**Records for processing:**
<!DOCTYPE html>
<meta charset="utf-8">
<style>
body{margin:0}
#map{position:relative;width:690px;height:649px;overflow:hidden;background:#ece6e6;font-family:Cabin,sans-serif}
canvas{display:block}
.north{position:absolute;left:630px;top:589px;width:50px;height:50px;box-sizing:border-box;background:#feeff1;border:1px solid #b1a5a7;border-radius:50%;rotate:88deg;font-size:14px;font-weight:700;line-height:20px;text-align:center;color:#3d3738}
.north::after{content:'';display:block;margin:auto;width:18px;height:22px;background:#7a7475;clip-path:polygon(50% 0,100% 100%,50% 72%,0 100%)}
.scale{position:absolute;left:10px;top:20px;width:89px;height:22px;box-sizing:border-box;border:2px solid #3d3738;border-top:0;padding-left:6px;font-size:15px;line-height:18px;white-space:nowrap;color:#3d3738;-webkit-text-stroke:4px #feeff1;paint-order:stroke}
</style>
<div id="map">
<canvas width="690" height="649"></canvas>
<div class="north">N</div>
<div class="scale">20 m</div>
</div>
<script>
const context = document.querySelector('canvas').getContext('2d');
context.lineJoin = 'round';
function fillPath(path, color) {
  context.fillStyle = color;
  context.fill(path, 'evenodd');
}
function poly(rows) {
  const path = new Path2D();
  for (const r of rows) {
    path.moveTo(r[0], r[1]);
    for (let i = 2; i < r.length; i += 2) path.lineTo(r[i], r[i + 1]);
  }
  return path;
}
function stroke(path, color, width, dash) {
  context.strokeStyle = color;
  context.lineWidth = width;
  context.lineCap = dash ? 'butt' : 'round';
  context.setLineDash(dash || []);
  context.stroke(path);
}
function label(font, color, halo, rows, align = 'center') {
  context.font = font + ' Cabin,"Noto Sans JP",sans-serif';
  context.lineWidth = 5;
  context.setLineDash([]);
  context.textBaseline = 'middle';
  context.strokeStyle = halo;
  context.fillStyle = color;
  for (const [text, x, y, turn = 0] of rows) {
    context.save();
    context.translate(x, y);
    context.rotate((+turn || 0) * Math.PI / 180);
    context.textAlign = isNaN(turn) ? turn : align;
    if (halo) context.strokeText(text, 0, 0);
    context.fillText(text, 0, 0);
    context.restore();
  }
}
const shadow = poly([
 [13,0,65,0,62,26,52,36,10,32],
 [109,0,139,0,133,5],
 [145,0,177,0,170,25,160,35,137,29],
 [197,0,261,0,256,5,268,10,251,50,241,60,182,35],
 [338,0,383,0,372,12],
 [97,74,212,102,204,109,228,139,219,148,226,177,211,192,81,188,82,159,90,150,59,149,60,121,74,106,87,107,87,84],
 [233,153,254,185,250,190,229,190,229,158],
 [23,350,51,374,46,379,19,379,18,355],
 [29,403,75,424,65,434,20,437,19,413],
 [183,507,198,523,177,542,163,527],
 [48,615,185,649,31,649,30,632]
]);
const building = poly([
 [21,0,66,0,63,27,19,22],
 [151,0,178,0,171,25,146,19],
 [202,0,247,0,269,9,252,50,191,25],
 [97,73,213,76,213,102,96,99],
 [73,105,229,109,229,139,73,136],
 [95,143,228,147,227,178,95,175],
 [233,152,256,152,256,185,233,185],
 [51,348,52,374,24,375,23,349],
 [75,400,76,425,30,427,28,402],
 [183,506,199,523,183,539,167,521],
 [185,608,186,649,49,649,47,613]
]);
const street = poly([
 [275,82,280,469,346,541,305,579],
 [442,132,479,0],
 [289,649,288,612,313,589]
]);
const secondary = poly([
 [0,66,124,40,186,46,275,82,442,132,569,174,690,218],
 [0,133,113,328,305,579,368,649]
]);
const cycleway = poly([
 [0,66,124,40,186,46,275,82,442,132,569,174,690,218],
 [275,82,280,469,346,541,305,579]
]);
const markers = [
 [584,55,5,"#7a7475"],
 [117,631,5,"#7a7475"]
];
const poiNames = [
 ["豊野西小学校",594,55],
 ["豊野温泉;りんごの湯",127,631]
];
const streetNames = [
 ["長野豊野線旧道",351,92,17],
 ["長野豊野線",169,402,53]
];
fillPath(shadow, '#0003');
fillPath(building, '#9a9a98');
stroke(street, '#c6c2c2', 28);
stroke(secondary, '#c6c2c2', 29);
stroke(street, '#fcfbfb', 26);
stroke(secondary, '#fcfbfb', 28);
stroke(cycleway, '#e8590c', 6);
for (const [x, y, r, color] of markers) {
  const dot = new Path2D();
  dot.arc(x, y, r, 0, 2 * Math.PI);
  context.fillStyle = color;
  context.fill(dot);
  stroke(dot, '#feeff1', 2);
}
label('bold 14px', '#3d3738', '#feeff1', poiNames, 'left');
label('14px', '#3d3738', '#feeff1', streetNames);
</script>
---
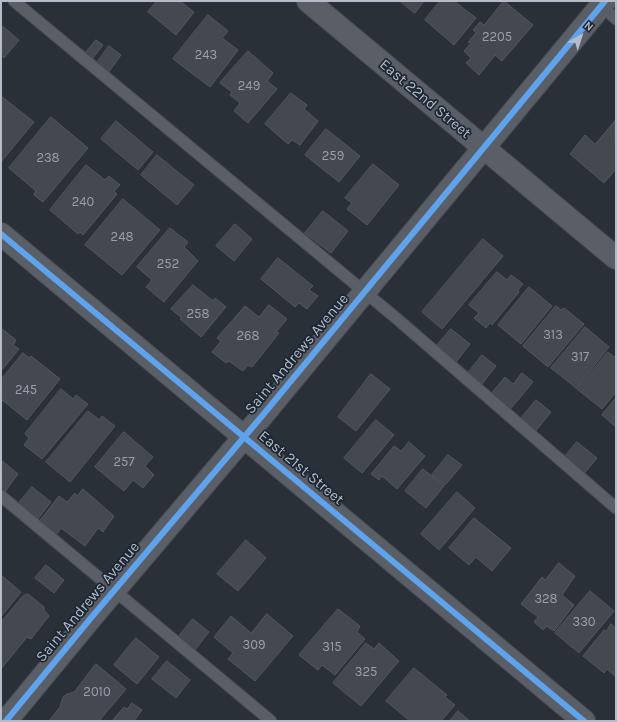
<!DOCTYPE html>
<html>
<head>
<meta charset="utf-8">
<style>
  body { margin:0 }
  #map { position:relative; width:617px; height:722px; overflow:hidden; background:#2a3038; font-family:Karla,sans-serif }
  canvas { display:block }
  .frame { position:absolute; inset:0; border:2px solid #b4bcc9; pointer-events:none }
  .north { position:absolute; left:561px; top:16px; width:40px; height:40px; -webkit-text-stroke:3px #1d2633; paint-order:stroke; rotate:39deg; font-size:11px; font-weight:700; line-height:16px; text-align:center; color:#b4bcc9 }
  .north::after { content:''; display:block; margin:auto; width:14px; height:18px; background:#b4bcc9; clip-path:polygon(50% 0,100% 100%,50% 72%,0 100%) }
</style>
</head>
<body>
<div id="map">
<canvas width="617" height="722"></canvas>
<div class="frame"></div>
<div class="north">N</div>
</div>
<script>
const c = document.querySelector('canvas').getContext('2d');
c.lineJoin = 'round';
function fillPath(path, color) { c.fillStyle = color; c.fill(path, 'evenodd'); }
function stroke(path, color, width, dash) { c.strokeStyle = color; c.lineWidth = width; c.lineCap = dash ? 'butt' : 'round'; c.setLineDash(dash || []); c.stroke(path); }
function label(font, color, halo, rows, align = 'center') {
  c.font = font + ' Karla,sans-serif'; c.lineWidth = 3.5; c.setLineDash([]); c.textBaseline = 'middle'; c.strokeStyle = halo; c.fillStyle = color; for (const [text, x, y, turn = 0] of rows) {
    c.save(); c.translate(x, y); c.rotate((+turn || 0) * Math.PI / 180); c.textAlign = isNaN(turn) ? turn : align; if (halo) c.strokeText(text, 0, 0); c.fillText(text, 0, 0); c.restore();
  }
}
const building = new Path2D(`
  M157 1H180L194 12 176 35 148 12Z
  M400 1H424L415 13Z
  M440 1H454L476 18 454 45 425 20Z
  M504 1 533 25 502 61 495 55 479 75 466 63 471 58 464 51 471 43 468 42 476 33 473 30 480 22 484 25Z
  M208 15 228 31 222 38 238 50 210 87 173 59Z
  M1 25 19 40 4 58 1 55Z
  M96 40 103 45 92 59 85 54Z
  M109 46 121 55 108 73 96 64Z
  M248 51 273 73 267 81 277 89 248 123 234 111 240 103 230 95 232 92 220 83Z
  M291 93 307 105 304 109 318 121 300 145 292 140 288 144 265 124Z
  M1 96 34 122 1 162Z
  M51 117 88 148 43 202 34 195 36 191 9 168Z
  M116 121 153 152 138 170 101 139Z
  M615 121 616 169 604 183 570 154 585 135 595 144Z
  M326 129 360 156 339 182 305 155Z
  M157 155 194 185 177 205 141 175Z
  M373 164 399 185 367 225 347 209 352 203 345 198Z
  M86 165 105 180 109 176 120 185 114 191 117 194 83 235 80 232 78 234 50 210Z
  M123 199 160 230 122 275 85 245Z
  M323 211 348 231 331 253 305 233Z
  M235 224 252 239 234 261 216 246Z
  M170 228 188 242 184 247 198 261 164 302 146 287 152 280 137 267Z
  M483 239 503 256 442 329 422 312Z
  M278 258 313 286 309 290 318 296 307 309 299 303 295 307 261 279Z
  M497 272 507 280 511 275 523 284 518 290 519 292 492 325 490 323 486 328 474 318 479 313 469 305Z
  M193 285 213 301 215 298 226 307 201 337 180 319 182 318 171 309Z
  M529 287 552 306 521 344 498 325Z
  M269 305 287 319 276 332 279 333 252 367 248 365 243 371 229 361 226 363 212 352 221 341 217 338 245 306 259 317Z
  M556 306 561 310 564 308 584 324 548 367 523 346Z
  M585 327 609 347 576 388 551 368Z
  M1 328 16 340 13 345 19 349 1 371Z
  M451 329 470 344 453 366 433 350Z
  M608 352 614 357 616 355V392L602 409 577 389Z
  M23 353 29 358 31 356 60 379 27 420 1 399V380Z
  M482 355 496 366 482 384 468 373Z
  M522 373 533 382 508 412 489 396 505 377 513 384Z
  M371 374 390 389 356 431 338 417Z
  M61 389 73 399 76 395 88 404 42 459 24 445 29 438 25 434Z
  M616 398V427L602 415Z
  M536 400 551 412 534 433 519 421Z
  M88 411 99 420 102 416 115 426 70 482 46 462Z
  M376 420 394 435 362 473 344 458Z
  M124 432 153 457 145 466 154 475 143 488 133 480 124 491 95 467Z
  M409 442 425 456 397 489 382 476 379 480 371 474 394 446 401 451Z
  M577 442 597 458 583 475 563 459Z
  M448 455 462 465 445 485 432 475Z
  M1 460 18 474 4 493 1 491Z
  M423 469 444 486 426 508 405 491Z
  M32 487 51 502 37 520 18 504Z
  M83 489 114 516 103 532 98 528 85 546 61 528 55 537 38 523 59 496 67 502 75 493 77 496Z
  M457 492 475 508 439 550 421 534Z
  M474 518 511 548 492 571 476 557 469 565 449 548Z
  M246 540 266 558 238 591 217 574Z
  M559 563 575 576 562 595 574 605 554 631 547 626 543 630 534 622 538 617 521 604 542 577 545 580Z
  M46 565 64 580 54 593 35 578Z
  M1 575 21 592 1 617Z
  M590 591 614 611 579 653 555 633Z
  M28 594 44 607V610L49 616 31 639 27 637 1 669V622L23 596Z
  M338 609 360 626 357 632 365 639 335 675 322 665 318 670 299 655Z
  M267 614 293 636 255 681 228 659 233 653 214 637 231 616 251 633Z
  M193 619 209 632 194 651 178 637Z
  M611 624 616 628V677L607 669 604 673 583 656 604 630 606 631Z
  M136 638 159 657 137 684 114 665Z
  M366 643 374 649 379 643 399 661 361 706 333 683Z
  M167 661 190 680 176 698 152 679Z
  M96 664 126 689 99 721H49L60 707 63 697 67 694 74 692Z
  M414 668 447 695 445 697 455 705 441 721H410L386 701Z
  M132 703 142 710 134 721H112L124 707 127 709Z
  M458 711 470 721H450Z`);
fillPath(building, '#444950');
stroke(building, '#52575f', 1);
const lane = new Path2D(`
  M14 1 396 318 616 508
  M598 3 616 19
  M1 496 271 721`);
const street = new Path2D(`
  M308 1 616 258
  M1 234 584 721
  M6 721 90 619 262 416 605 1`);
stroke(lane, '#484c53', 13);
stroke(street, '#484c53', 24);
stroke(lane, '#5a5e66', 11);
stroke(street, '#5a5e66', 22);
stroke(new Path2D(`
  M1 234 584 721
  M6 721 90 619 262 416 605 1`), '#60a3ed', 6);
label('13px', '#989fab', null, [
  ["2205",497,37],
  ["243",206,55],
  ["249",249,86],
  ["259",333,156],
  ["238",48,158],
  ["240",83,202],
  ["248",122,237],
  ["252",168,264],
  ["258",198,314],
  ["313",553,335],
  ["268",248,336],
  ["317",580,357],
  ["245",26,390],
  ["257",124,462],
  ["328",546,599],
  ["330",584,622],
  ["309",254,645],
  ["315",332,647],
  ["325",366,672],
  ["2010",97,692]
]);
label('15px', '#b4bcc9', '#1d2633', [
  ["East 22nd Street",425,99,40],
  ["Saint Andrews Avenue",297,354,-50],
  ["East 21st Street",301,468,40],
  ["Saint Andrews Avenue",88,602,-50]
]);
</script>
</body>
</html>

**Task prompt:**
Using the listing above, copy exactly the line that contains "M157 155 194 185 177 205 141 175Z", the line that contains "M267 614 293", and each line that falls between them.

**Output for this task:**
  M157 155 194 185 177 205 141 175Z
  M373 164 399 185 367 225 347 209 352 203 345 198Z
  M86 165 105 180 109 176 120 185 114 191 117 194 83 235 80 232 78 234 50 210Z
  M123 199 160 230 122 275 85 245Z
  M323 211 348 231 331 253 305 233Z
  M235 224 252 239 234 261 216 246Z
  M170 228 188 242 184 247 198 261 164 302 146 287 152 280 137 267Z
  M483 239 503 256 442 329 422 312Z
  M278 258 313 286 309 290 318 296 307 309 299 303 295 307 261 279Z
  M497 272 507 280 511 275 523 284 518 290 519 292 492 325 490 323 486 328 474 318 479 313 469 305Z
  M193 285 213 301 215 298 226 307 201 337 180 319 182 318 171 309Z
  M529 287 552 306 521 344 498 325Z
  M269 305 287 319 276 332 279 333 252 367 248 365 243 371 229 361 226 363 212 352 221 341 217 338 245 306 259 317Z
  M556 306 561 310 564 308 584 324 548 367 523 346Z
  M585 327 609 347 576 388 551 368Z
  M1 328 16 340 13 345 19 349 1 371Z
  M451 329 470 344 453 366 433 350Z
  M608 352 614 357 616 355V392L602 409 577 389Z
  M23 353 29 358 31 356 60 379 27 420 1 399V380Z
  M482 355 496 366 482 384 468 373Z
  M522 373 533 382 508 412 489 396 505 377 513 384Z
  M371 374 390 389 356 431 338 417Z
  M61 389 73 399 76 395 88 404 42 459 24 445 29 438 25 434Z
  M616 398V427L602 415Z
  M536 400 551 412 534 433 519 421Z
  M88 411 99 420 102 416 115 426 70 482 46 462Z
  M376 420 394 435 362 473 344 458Z
  M124 432 153 457 145 466 154 475 143 488 133 480 124 491 95 467Z
  M409 442 425 456 397 489 382 476 379 480 371 474 394 446 401 451Z
  M577 442 597 458 583 475 563 459Z
  M448 455 462 465 445 485 432 475Z
  M1 460 18 474 4 493 1 491Z
  M423 469 444 486 426 508 405 491Z
  M32 487 51 502 37 520 18 504Z
  M83 489 114 516 103 532 98 528 85 546 61 528 55 537 38 523 59 496 67 502 75 493 77 496Z
  M457 492 475 508 439 550 421 534Z
  M474 518 511 548 492 571 476 557 469 565 449 548Z
  M246 540 266 558 238 591 217 574Z
  M559 563 575 576 562 595 574 605 554 631 547 626 543 630 534 622 538 617 521 604 542 577 545 580Z
  M46 565 64 580 54 593 35 578Z
  M1 575 21 592 1 617Z
  M590 591 614 611 579 653 555 633Z
  M28 594 44 607V610L49 616 31 639 27 637 1 669V622L23 596Z
  M338 609 360 626 357 632 365 639 335 675 322 665 318 670 299 655Z
  M267 614 293 636 255 681 228 659 233 653 214 637 231 616 251 633Z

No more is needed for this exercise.